§ **SOURCE DATA**:

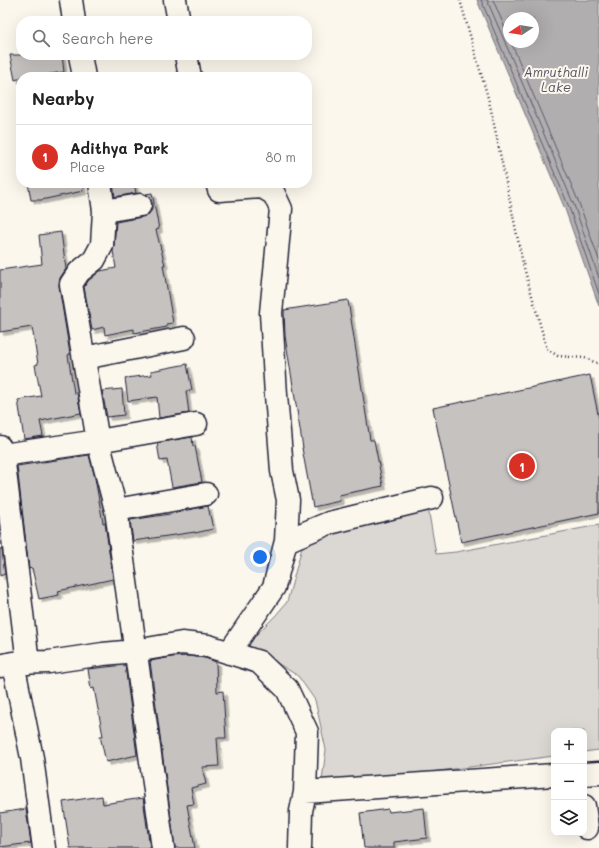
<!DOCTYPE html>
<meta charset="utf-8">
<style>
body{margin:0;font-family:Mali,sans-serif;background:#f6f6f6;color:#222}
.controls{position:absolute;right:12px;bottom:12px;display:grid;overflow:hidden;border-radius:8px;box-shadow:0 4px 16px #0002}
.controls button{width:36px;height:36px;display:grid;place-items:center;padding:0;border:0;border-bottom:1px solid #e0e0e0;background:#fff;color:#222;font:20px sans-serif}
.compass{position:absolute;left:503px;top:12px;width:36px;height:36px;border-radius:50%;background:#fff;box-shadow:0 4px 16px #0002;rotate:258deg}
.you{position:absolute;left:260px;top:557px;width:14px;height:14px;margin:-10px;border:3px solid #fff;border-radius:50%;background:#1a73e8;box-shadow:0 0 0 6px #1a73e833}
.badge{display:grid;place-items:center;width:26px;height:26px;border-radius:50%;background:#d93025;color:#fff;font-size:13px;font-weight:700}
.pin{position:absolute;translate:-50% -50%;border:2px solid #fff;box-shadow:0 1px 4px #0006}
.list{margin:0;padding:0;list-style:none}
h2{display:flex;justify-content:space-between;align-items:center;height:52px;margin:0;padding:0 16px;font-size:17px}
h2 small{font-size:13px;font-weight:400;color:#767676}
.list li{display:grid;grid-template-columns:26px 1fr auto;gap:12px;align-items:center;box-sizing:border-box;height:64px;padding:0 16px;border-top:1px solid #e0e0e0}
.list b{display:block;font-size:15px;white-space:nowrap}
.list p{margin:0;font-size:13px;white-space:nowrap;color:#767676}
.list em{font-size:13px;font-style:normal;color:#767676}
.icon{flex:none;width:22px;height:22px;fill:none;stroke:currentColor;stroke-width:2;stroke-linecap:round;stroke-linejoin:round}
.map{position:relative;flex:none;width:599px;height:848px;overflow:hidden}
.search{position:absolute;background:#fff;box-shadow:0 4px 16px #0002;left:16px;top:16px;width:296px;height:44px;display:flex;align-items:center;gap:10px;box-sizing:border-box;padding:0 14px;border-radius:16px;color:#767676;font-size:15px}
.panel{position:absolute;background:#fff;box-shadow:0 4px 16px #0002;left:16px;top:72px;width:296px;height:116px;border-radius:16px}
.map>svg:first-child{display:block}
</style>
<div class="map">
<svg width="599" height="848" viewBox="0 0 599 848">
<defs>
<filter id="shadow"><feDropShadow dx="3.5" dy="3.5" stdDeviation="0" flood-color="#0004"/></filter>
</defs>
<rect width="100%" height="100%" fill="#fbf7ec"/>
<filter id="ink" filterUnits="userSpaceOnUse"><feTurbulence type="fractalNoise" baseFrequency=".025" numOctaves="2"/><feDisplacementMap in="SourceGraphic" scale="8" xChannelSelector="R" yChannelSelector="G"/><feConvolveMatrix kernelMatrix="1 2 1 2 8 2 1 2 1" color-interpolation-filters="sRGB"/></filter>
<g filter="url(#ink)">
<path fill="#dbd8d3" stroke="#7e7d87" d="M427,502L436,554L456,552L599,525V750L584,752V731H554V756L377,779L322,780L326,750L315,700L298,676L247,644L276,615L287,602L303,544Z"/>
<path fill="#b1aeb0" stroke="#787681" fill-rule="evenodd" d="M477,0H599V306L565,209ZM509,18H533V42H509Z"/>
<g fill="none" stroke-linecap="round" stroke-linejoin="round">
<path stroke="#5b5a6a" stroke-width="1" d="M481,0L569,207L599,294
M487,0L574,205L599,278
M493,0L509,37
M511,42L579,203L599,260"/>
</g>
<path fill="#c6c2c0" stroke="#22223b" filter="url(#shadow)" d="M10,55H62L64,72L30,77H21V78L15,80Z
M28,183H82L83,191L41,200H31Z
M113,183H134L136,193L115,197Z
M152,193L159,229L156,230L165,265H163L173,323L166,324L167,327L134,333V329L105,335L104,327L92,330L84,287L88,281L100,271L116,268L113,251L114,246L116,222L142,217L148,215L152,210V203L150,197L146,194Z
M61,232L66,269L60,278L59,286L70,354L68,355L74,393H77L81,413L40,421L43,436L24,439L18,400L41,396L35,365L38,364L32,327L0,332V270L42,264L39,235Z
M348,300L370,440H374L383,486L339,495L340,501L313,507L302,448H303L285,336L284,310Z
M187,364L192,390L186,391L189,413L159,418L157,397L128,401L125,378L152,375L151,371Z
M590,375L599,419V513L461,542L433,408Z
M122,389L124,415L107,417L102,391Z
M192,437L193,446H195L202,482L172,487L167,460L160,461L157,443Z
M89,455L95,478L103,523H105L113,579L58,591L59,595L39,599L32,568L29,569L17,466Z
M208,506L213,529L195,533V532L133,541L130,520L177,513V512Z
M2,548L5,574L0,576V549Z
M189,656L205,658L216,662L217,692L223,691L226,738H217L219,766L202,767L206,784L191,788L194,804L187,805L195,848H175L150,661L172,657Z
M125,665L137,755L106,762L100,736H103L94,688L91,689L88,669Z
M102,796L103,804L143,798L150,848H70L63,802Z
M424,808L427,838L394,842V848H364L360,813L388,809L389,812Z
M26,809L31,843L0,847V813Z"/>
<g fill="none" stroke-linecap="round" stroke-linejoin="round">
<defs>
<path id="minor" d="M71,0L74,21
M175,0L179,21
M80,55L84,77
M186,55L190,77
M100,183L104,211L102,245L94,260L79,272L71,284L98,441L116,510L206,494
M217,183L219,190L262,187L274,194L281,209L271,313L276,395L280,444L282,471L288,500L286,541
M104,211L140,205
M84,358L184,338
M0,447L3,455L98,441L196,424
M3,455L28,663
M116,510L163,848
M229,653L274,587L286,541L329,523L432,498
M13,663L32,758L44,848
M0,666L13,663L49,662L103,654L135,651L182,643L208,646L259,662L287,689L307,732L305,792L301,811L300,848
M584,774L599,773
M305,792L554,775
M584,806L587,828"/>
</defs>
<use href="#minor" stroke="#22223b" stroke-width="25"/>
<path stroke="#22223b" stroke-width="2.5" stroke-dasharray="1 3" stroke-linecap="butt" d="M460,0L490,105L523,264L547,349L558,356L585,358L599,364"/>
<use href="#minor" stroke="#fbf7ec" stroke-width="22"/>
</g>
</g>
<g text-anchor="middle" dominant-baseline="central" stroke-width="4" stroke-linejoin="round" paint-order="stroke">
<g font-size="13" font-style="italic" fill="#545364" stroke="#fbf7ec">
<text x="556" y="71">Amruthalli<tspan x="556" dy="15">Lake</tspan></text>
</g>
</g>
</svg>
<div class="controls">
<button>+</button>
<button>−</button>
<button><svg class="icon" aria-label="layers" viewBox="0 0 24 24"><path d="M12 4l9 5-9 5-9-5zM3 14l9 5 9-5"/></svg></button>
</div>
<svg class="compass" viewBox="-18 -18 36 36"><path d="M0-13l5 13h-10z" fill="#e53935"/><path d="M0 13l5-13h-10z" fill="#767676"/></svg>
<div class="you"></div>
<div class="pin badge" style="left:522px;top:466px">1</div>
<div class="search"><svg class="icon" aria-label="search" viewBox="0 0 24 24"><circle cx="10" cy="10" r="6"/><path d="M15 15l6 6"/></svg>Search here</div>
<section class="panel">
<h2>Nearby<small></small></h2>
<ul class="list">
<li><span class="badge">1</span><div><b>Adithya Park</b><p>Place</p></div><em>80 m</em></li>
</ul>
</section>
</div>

§ **YOUR INSTRUCTIONS**:
Within the entries above, find every line where the string "white" occurs, and copy it.

§ **TASK ANSWER**:
.list b{display:block;font-size:15px;white-space:nowrap}
.list p{margin:0;font-size:13px;white-space:nowrap;color:#767676}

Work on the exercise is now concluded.